*WORK TO BE COMPLETED*: Only the lines from the first line of the material below to the line containing "filter:drop-shadow(2px 0 #3b2a1e)", inclusive, should be copied, each exactly as written.

*DATA RECORDS*:
⁂
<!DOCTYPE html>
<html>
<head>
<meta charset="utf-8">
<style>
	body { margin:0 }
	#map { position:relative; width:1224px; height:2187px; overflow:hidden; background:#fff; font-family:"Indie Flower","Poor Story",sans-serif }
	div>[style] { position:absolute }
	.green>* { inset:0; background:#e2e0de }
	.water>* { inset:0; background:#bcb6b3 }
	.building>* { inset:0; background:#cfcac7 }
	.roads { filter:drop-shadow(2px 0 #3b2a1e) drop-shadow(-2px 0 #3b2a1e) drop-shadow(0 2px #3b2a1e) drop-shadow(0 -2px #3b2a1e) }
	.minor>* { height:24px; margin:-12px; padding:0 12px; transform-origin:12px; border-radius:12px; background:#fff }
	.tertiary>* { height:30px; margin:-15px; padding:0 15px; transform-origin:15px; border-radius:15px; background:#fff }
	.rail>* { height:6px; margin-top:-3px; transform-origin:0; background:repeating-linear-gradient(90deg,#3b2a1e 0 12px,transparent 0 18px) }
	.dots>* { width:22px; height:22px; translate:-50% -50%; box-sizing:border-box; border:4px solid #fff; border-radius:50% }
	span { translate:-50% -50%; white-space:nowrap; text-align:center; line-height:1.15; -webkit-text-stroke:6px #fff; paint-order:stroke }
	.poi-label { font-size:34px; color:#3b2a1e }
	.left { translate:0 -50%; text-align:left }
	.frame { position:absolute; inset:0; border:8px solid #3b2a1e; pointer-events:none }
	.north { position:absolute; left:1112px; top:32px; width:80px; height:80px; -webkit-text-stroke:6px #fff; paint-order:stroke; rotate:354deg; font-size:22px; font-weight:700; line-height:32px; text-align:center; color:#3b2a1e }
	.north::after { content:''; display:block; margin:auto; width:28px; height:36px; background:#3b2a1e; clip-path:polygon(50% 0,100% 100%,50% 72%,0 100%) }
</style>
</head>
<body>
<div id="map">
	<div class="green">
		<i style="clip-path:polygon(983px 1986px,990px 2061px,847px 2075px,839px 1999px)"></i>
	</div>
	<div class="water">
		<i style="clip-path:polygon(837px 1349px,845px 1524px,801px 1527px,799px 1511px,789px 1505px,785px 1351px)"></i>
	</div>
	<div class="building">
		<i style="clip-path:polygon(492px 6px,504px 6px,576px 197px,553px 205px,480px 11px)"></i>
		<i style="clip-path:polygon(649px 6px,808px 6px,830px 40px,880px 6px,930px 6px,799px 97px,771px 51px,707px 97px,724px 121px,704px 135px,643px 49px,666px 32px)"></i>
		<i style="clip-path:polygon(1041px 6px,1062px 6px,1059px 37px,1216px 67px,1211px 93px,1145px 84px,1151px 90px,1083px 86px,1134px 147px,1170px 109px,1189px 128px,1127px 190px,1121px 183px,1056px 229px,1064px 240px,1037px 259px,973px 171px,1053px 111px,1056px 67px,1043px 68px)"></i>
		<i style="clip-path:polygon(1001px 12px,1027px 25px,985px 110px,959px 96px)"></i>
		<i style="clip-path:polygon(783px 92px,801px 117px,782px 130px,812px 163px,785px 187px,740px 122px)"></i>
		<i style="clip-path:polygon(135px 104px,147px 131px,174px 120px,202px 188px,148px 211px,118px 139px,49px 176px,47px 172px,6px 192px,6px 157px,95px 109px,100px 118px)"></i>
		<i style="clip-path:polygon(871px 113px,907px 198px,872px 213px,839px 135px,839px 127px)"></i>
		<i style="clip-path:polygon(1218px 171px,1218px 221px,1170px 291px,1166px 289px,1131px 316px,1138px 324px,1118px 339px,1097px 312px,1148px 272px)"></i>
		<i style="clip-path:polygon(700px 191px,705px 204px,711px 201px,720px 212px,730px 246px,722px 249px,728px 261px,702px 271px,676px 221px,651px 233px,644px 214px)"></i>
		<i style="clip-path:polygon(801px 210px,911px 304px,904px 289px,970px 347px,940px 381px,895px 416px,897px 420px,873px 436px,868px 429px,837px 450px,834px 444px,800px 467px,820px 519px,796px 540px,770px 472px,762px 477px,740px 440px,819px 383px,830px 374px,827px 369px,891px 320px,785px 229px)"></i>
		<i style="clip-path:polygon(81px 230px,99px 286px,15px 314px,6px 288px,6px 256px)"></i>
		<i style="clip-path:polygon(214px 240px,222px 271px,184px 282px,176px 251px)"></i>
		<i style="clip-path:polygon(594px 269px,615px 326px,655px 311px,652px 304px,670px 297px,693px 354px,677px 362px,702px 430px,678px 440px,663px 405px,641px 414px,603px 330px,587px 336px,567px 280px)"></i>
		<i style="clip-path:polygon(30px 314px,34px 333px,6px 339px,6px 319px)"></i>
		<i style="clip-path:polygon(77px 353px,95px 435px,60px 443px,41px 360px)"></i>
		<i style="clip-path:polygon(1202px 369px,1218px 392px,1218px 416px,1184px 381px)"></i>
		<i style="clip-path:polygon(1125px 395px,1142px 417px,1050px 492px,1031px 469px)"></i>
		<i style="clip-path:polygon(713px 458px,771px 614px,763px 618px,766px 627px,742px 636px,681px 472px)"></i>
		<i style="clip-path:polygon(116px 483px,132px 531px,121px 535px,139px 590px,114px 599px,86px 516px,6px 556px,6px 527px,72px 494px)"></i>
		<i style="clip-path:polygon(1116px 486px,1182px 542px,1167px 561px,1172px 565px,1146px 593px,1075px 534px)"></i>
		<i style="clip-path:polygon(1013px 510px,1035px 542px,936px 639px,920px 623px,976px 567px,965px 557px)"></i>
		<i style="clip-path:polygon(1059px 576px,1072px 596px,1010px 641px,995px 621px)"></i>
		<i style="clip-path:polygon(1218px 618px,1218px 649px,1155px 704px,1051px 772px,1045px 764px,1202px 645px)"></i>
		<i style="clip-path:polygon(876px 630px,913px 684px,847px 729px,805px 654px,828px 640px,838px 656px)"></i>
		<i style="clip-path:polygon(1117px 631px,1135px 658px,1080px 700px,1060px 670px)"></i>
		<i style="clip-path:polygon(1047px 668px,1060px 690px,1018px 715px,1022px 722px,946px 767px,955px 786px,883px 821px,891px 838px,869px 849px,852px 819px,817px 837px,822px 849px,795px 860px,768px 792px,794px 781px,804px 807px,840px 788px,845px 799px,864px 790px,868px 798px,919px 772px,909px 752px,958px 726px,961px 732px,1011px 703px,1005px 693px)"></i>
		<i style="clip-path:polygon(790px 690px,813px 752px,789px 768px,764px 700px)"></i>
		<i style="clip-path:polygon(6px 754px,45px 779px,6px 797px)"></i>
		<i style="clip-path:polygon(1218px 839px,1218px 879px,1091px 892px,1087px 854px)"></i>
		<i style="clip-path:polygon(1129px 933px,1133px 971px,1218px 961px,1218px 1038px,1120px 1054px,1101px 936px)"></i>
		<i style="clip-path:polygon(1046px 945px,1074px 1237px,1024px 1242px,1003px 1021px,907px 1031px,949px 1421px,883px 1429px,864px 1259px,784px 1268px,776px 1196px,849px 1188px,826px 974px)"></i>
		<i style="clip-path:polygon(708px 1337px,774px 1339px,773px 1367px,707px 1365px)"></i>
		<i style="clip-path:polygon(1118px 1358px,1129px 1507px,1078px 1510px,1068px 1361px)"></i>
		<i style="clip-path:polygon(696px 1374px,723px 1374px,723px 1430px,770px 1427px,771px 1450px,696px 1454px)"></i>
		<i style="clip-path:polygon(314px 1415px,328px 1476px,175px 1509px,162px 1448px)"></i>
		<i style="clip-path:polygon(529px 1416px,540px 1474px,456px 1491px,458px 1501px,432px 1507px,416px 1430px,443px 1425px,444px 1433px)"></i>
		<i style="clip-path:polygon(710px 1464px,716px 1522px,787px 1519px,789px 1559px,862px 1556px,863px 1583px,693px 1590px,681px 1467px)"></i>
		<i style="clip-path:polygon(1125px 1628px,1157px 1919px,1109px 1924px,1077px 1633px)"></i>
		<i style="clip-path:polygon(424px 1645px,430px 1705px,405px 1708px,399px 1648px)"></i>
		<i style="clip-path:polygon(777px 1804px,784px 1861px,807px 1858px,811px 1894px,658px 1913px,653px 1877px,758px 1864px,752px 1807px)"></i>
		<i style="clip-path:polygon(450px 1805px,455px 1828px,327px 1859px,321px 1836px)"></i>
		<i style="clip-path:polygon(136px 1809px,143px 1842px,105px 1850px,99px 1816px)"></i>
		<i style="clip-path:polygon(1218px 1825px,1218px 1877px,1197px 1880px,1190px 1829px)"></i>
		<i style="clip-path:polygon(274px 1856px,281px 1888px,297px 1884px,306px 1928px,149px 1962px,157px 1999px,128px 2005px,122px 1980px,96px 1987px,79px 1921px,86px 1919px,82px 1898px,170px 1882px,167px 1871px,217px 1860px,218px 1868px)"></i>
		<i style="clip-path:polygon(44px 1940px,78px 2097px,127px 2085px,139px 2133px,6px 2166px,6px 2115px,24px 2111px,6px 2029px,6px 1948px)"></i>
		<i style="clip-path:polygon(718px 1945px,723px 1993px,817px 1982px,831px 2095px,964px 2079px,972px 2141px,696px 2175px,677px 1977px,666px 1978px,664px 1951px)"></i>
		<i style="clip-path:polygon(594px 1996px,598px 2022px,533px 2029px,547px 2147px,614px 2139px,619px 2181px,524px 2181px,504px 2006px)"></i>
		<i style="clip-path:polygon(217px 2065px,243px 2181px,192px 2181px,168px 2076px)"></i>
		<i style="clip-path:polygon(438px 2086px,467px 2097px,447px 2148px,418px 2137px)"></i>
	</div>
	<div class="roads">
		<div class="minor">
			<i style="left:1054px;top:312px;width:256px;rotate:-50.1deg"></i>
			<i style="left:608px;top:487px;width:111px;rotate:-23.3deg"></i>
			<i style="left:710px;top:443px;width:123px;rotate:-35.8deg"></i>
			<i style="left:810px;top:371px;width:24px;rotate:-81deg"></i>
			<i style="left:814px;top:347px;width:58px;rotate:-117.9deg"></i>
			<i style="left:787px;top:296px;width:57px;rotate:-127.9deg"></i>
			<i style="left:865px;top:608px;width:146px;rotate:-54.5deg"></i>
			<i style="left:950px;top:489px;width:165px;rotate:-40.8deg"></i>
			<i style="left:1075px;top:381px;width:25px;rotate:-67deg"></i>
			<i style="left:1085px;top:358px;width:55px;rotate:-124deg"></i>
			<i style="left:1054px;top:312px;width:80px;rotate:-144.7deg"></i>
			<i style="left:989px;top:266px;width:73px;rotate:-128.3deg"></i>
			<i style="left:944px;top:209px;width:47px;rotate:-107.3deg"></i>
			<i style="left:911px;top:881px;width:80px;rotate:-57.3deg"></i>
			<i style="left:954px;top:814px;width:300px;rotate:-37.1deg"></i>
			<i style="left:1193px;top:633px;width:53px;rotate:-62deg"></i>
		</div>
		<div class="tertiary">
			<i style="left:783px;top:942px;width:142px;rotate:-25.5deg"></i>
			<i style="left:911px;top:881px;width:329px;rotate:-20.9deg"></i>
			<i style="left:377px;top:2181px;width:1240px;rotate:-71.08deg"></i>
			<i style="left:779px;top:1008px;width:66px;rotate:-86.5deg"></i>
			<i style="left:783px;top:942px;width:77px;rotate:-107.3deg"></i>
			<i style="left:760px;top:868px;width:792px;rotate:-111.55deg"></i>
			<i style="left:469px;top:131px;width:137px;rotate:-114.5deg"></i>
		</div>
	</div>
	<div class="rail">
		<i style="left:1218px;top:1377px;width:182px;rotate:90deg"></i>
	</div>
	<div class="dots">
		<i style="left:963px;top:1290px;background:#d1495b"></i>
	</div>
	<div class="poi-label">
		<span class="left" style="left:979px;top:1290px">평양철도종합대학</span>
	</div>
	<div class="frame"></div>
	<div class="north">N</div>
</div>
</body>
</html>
⁂
*ANSWER TO THIS PROBLEM*:
<!DOCTYPE html>
<html>
<head>
<meta charset="utf-8">
<style>
	body { margin:0 }
	#map { position:relative; width:1224px; height:2187px; overflow:hidden; background:#fff; font-family:"Indie Flower","Poor Story",sans-serif }
	div>[style] { position:absolute }
	.green>* { inset:0; background:#e2e0de }
	.water>* { inset:0; background:#bcb6b3 }
	.building>* { inset:0; background:#cfcac7 }
	.roads { filter:drop-shadow(2px 0 #3b2a1e) drop-shadow(-2px 0 #3b2a1e) drop-shadow(0 2px #3b2a1e) drop-shadow(0 -2px #3b2a1e) }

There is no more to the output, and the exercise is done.